Scan the records for lines with the word "Elena", and copy every such line.

DATASET RECORDS Start Marker

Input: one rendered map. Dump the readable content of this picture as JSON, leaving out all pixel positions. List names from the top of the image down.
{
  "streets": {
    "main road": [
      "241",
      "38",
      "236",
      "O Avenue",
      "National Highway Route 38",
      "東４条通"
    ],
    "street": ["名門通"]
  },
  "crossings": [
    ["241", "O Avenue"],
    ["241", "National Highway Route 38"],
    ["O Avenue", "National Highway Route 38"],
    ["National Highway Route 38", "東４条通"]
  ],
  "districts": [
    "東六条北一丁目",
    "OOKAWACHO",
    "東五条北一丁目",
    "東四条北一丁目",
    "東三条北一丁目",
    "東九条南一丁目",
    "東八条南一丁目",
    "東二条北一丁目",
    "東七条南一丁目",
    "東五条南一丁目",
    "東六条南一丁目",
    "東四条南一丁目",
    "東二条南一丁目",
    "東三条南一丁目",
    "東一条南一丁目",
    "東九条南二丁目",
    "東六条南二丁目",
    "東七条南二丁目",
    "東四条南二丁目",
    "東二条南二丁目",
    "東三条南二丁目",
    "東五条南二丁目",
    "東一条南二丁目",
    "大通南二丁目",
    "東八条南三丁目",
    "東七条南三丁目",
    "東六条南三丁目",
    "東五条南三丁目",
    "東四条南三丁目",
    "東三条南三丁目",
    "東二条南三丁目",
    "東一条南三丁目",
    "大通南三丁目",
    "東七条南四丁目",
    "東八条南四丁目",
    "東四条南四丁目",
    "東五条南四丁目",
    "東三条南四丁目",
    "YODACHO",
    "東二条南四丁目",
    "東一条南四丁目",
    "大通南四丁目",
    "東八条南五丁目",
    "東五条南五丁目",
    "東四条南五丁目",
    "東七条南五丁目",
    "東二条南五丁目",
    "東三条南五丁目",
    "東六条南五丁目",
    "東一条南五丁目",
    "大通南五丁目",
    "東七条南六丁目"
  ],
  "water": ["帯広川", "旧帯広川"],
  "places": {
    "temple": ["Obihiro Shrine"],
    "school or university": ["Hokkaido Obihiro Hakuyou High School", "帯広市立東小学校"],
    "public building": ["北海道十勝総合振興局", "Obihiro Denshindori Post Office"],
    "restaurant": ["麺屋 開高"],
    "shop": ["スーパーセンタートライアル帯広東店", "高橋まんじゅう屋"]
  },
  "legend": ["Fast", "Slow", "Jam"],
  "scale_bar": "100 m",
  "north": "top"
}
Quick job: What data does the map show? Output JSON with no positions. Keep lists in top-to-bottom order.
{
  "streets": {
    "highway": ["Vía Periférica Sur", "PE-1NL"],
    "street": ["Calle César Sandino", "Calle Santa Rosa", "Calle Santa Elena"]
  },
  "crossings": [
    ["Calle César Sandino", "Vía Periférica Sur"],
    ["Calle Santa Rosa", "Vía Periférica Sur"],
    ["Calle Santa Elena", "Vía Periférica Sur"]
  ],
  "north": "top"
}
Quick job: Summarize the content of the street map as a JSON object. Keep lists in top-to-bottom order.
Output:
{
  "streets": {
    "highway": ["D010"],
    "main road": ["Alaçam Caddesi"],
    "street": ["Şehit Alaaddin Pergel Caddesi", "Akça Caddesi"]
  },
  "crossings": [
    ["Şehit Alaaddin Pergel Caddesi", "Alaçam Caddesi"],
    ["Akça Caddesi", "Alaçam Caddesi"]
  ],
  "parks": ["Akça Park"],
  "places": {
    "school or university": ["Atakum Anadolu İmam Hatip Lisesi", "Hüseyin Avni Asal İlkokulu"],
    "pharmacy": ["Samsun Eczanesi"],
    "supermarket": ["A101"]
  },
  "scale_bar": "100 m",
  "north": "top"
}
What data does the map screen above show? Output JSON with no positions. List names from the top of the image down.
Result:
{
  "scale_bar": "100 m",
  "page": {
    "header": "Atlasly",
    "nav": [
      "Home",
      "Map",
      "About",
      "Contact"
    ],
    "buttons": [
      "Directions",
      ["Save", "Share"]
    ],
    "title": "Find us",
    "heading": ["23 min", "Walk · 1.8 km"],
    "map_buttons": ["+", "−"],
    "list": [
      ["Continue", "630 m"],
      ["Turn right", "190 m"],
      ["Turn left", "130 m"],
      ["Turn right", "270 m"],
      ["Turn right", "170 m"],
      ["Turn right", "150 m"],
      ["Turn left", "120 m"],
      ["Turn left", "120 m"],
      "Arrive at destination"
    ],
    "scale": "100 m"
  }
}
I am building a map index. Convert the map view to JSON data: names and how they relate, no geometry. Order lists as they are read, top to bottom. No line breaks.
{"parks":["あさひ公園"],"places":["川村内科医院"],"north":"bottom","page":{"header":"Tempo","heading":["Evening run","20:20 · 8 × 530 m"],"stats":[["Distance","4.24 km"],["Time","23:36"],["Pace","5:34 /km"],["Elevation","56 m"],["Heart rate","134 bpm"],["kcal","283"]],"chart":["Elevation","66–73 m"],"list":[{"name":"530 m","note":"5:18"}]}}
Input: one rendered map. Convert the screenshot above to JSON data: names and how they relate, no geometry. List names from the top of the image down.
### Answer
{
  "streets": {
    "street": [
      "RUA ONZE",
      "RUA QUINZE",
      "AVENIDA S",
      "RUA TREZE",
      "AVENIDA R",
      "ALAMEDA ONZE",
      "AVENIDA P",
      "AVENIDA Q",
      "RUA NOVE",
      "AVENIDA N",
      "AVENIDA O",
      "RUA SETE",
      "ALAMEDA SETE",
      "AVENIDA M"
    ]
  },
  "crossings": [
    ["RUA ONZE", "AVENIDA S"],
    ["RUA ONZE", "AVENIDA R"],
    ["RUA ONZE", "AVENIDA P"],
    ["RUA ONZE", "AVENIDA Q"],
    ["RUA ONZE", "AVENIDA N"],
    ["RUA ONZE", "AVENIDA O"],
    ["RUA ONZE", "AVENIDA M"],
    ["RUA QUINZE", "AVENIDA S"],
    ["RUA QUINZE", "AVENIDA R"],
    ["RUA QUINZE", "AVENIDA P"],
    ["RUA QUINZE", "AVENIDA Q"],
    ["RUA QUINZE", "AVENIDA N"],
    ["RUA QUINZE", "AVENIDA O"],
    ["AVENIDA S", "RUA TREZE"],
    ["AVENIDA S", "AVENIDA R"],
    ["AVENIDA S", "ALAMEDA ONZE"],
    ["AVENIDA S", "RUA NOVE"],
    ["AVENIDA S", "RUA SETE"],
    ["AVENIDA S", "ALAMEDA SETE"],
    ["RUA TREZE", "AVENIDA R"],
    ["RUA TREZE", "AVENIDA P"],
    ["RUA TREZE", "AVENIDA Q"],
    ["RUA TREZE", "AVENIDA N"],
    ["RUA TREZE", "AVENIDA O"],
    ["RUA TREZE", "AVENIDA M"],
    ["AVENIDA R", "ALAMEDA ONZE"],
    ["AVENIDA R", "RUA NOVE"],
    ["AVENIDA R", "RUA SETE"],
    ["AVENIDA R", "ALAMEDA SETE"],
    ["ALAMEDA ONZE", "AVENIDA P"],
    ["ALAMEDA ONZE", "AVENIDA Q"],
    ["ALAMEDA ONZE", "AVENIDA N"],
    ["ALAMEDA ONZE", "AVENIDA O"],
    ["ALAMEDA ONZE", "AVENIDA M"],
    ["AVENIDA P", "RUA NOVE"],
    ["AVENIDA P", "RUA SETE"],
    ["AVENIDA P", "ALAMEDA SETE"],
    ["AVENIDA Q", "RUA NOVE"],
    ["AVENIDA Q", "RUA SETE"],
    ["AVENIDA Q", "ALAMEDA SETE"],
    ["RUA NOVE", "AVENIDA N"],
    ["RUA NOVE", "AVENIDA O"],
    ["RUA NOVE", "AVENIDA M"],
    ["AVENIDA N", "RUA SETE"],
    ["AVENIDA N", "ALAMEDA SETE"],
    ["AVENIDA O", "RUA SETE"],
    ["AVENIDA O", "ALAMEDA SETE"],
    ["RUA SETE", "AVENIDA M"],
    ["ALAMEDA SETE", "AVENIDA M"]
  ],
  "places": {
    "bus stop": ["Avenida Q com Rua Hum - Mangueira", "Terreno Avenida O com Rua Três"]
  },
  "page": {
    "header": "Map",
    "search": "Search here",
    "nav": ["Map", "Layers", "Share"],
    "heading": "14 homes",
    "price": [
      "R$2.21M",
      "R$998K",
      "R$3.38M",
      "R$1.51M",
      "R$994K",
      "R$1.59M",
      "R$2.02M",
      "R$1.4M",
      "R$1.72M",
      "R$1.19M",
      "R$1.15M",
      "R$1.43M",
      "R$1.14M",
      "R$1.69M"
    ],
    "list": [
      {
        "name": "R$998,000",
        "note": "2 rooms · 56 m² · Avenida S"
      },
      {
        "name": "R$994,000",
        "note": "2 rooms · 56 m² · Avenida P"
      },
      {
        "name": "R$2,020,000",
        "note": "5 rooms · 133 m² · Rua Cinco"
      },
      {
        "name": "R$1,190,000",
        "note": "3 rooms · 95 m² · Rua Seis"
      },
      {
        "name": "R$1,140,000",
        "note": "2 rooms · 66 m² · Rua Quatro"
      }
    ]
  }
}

DATASET RECORDS End Marker

**RESPONSE BELOW:**
    "street": ["Calle César Sandino", "Calle Santa Rosa", "Calle Santa Elena"]
    ["Calle Santa Elena", "Vía Periférica Sur"]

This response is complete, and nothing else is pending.